To function, RAMPART only requires an adapter that connects an AI agent to its testing environment. Once integrated, it runs structured security evaluations and generates detailed reports on potential weaknesses. The platform builds upon Microsoft’s earlier security initiative, PyRIT, which was introduced as a framework for identifying risks in AI systems after deployment.
Clarity Acts as a Pre-Development AI Design Advisor
The second tool, Clarity, is focused on the design phase of AI systems. It works as an interactive planning assistant that helps development teams refine ideas before any code is written. Microsoft describes it as a “thinking partner” that challenges assumptions and encourages structured decision-making.
Clarity guides users through key stages such as defining problems, exploring solution options, identifying possible failures, and documenting design decisions. By doing so, it aims to reduce the risk of flawed architectural choices early in the development process.
According to Microsoft, the goal is to ensure that critical design considerations—such as access permissions or tool integrations—are properly evaluated before implementation begins.
Shifting AI Safety to the Earliest Stage of Development
Microsoft emphasized that both tools are designed to move security and design validation “left” in the development lifecycle, meaning they are applied earlier rather than after systems are built.
The company noted that early-stage evaluation helps reduce costly redesigns and prevents security issues from becoming deeply embedded in production systems. It also allows teams to better understand and document why certain architectural decisions are made.

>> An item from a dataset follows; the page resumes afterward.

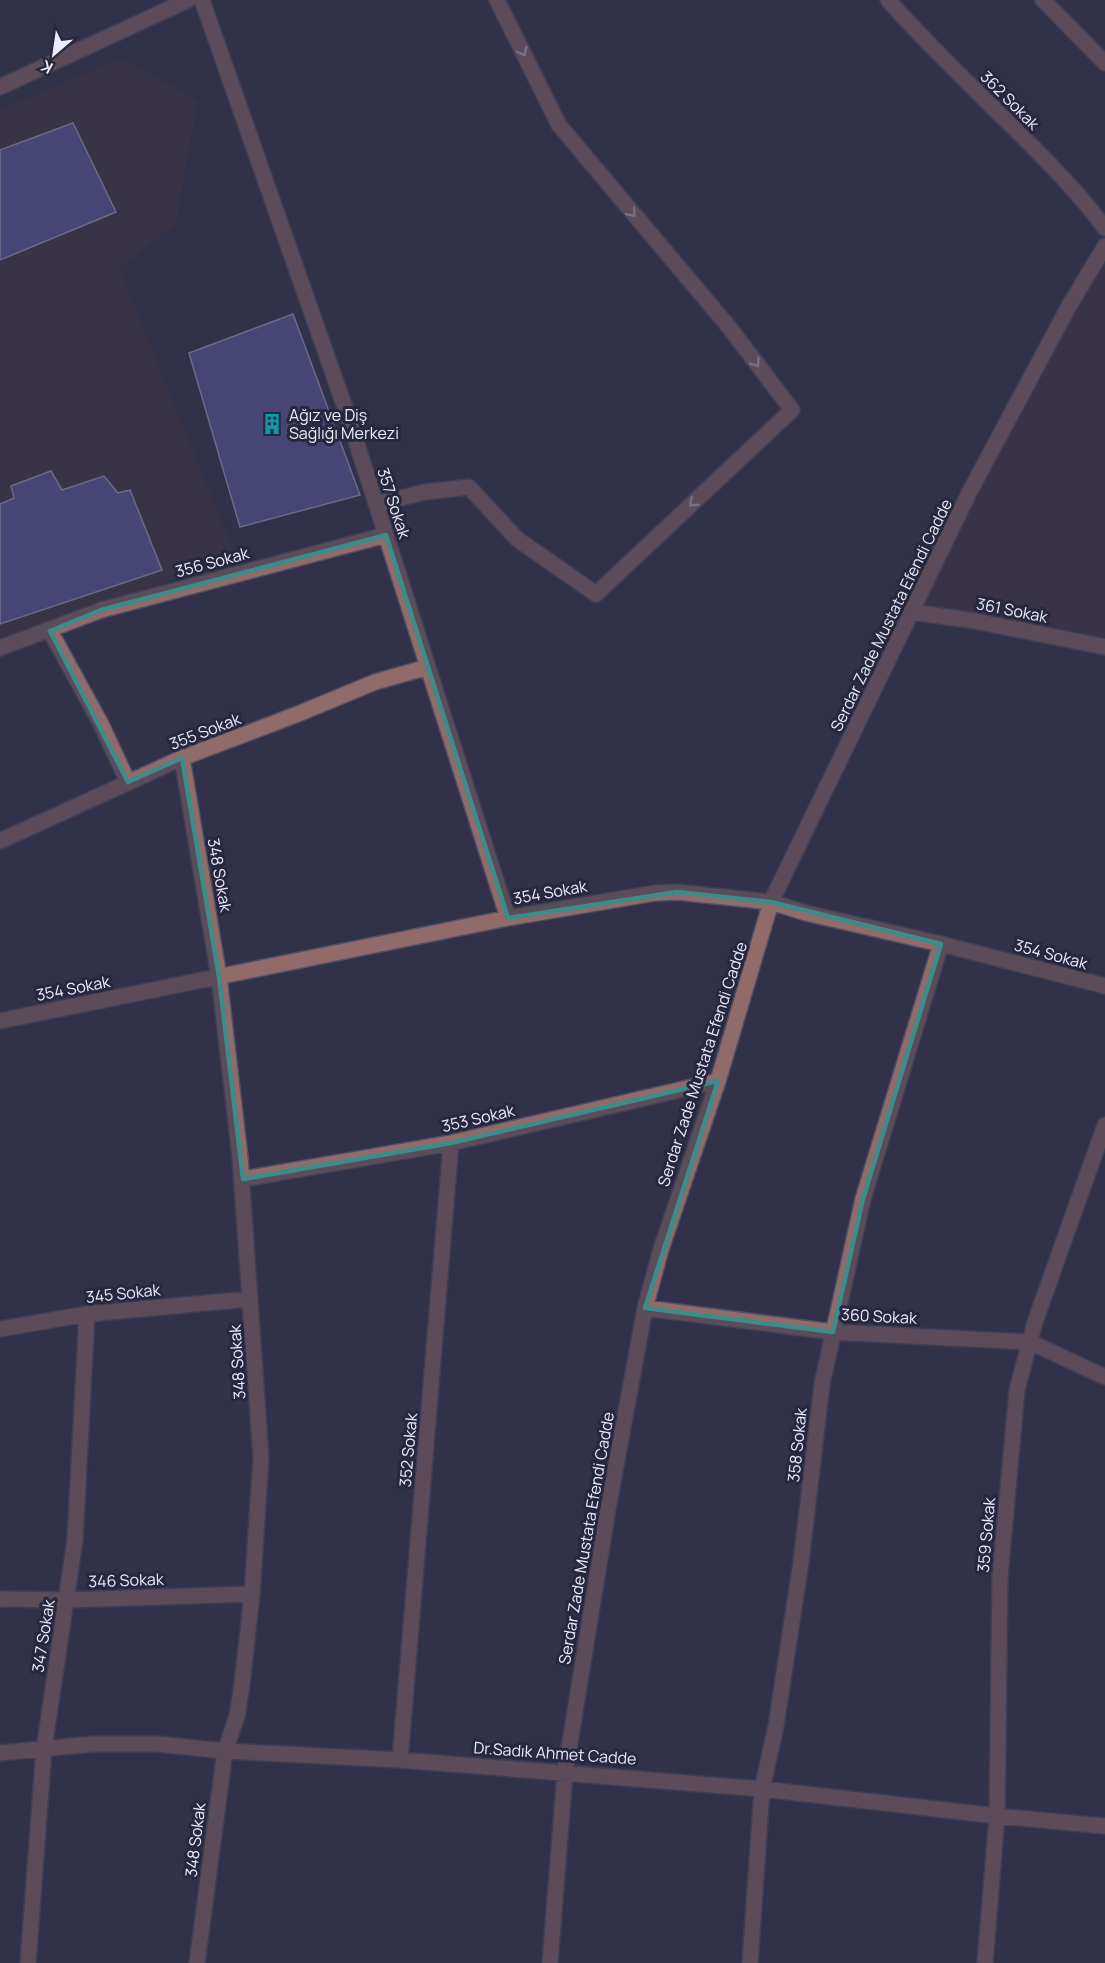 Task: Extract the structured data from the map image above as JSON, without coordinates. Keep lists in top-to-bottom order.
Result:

A member of Microsoft’s AI Red Team explained that the intention is to help engineers and product teams challenge assumptions before development progresses too far, when changes are still easier and less expensive to implement.
Turning AI Safety Into Continuous Engineering Practice
Unlike traditional post-development security assessments, RAMPART and Clarity are intended to function as ongoing engineering tools. RAMPART focuses on reproducible testing of AI systems, while Clarity captures design reasoning and assumptions in a structured format.
Together, they aim to transform AI safety from a one-time review process into a continuous, traceable practice throughout development and deployment.
Microsoft highlighted that this approach also helps standardize red teaming insights, making them reusable and easier to scale across different AI projects.
Conclusion
With the release of RAMPART and Clarity, Microsoft is reinforcing its focus on building safer AI systems by integrating security testing and design validation directly into the development pipeline. The tools are positioned to help developers identify risks earlier, improve transparency in decision-making, and strengthen the overall reliability of AI agents.